• _Your objective_: Every line below that has the string "above" needs to be copied.

------ Task material

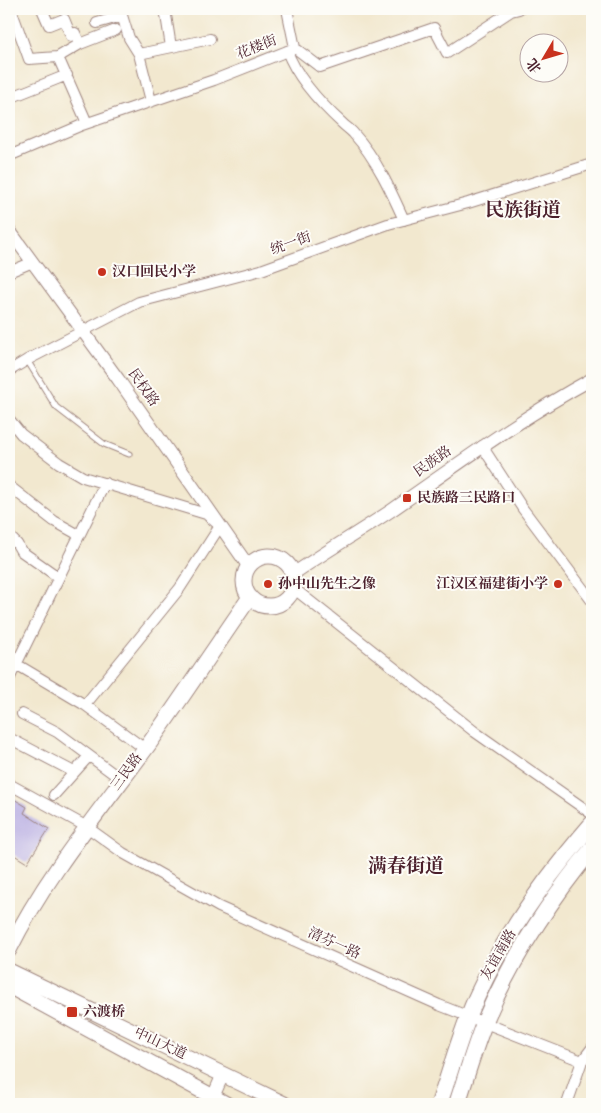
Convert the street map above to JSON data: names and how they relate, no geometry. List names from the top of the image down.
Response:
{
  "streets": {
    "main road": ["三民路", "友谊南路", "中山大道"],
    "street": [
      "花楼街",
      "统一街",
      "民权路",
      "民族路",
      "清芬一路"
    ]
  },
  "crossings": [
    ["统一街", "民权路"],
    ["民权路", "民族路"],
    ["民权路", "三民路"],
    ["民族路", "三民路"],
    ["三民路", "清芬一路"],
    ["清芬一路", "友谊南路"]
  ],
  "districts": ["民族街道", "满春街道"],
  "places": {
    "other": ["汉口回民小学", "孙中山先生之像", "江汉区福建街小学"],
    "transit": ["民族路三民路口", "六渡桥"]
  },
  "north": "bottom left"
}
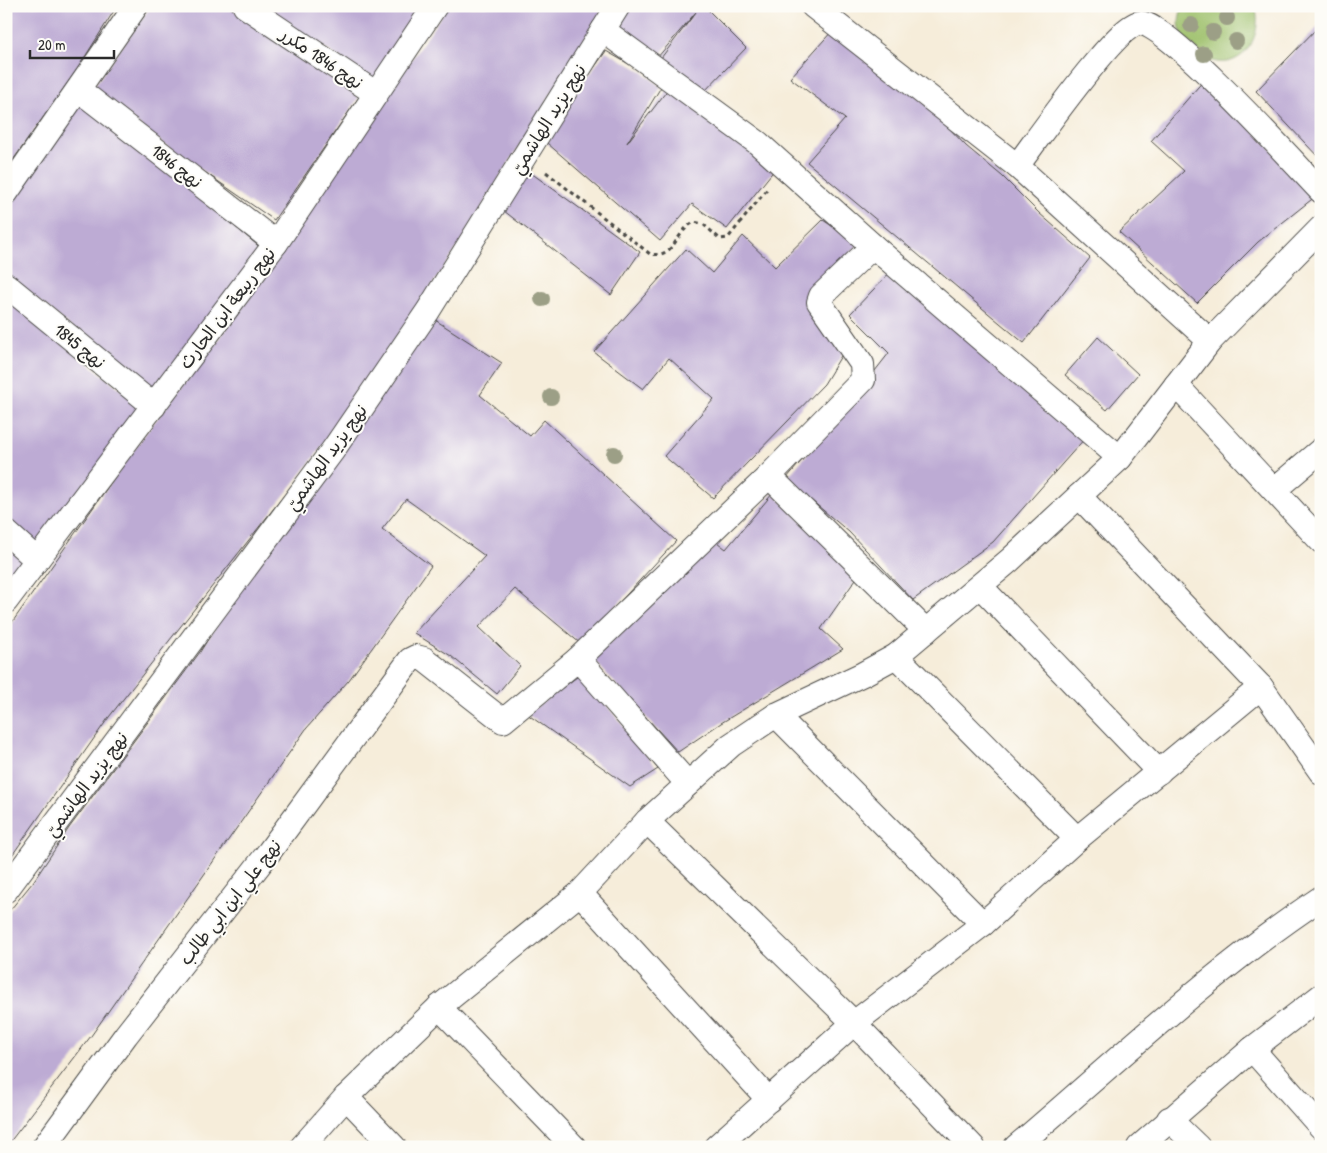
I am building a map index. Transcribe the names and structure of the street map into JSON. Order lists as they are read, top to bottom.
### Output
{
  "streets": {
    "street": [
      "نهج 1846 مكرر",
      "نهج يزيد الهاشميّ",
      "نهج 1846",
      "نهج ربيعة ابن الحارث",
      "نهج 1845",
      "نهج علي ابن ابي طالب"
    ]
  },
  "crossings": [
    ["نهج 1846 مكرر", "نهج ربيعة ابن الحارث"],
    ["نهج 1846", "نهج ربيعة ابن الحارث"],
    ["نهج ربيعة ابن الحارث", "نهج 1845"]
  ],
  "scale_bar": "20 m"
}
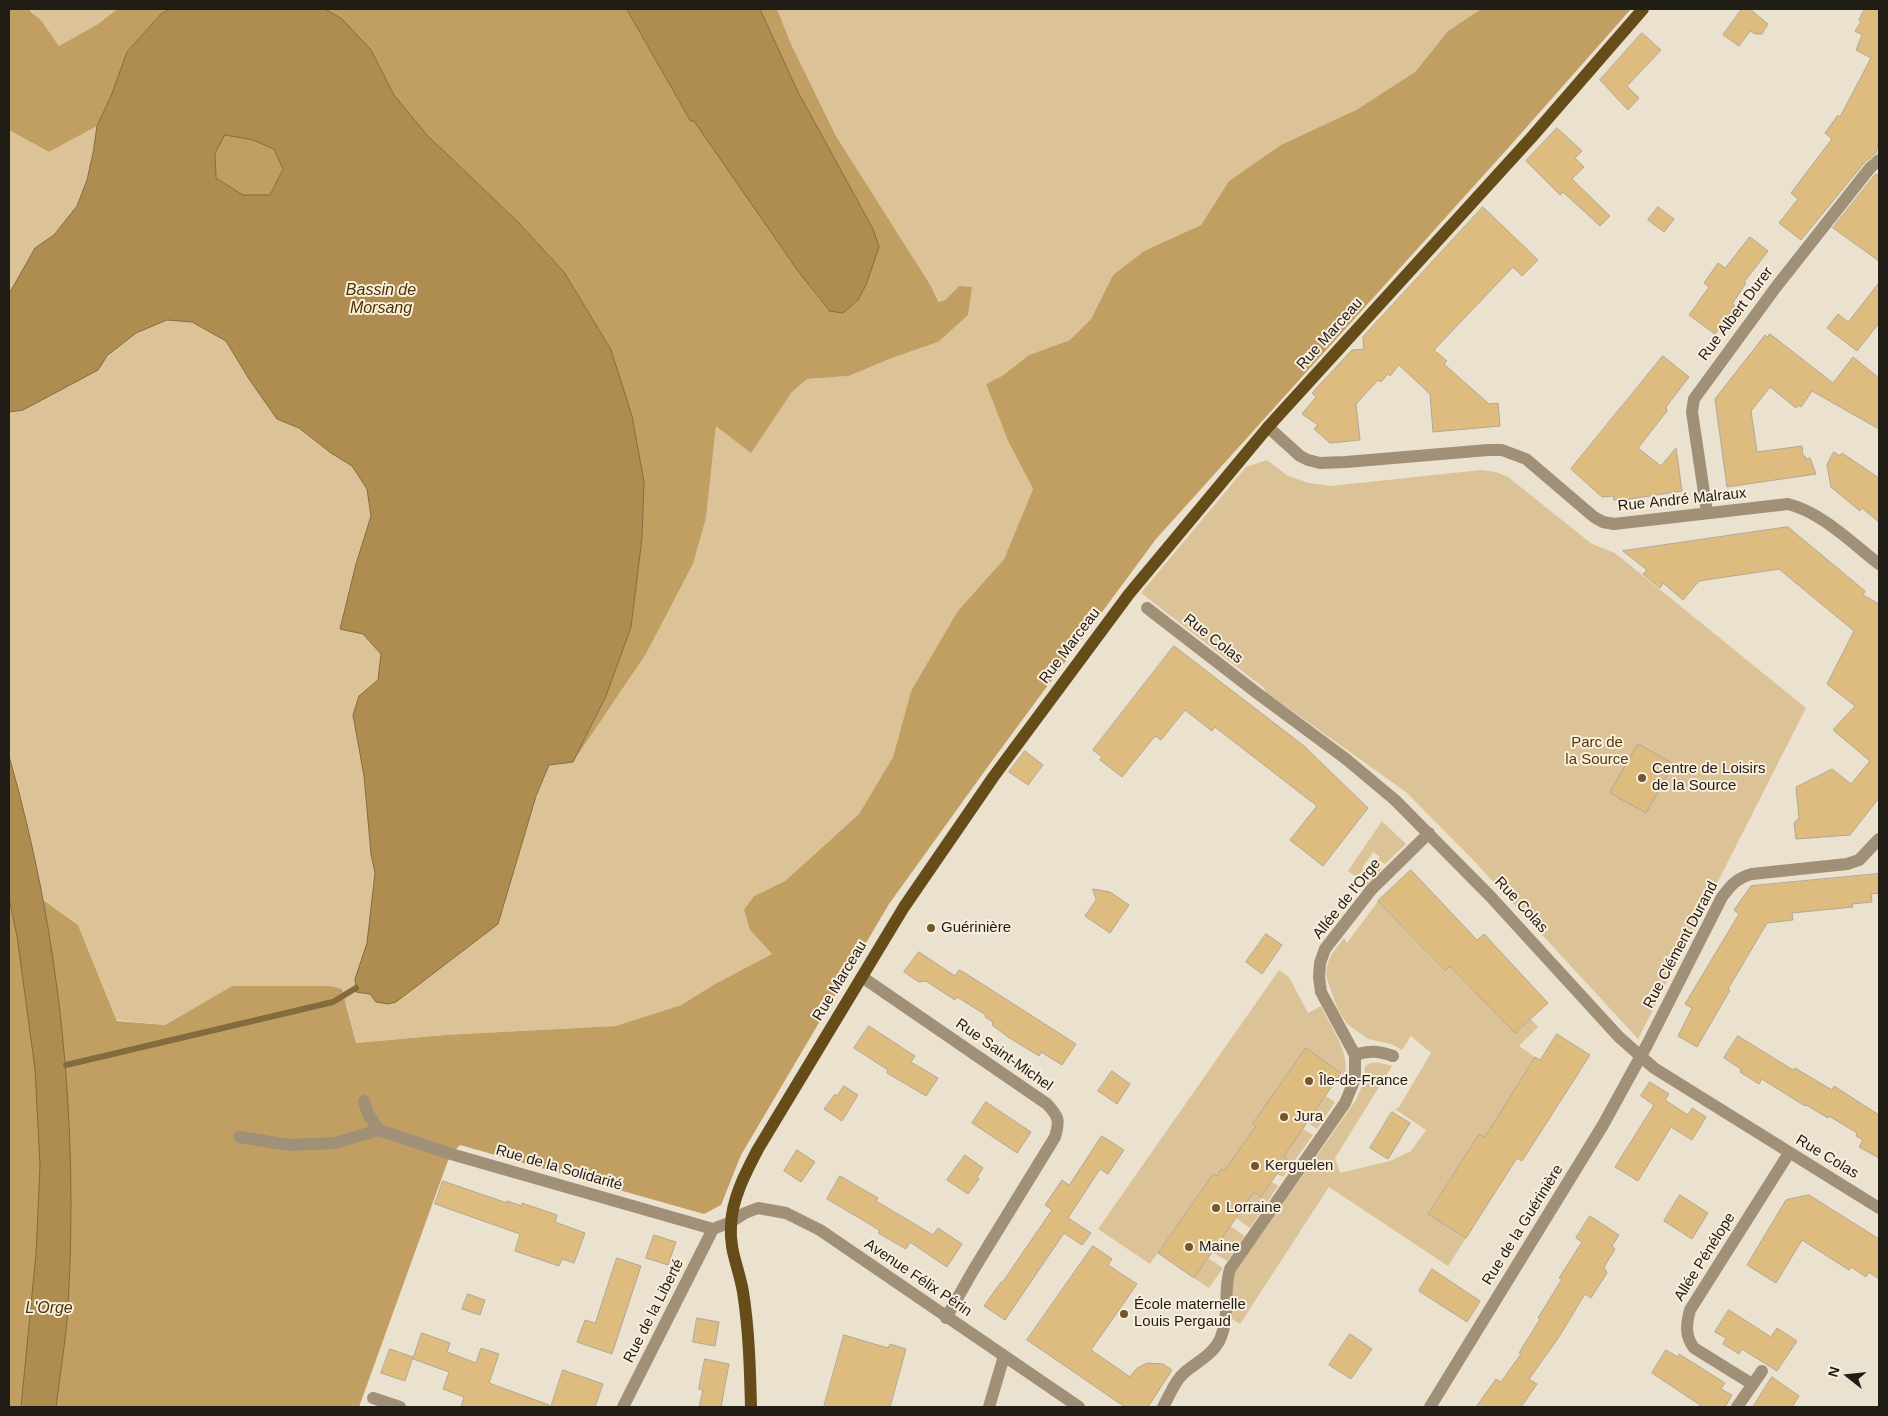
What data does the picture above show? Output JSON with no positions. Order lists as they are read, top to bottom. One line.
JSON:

------------

• _Exercise result_:
Convert the street map above to JSON data: names and how they relate, no geometry. List names from the top of the image down.
What data does the picture above show? Output JSON with no positions. Order lists as they are read, top to bottom. One line.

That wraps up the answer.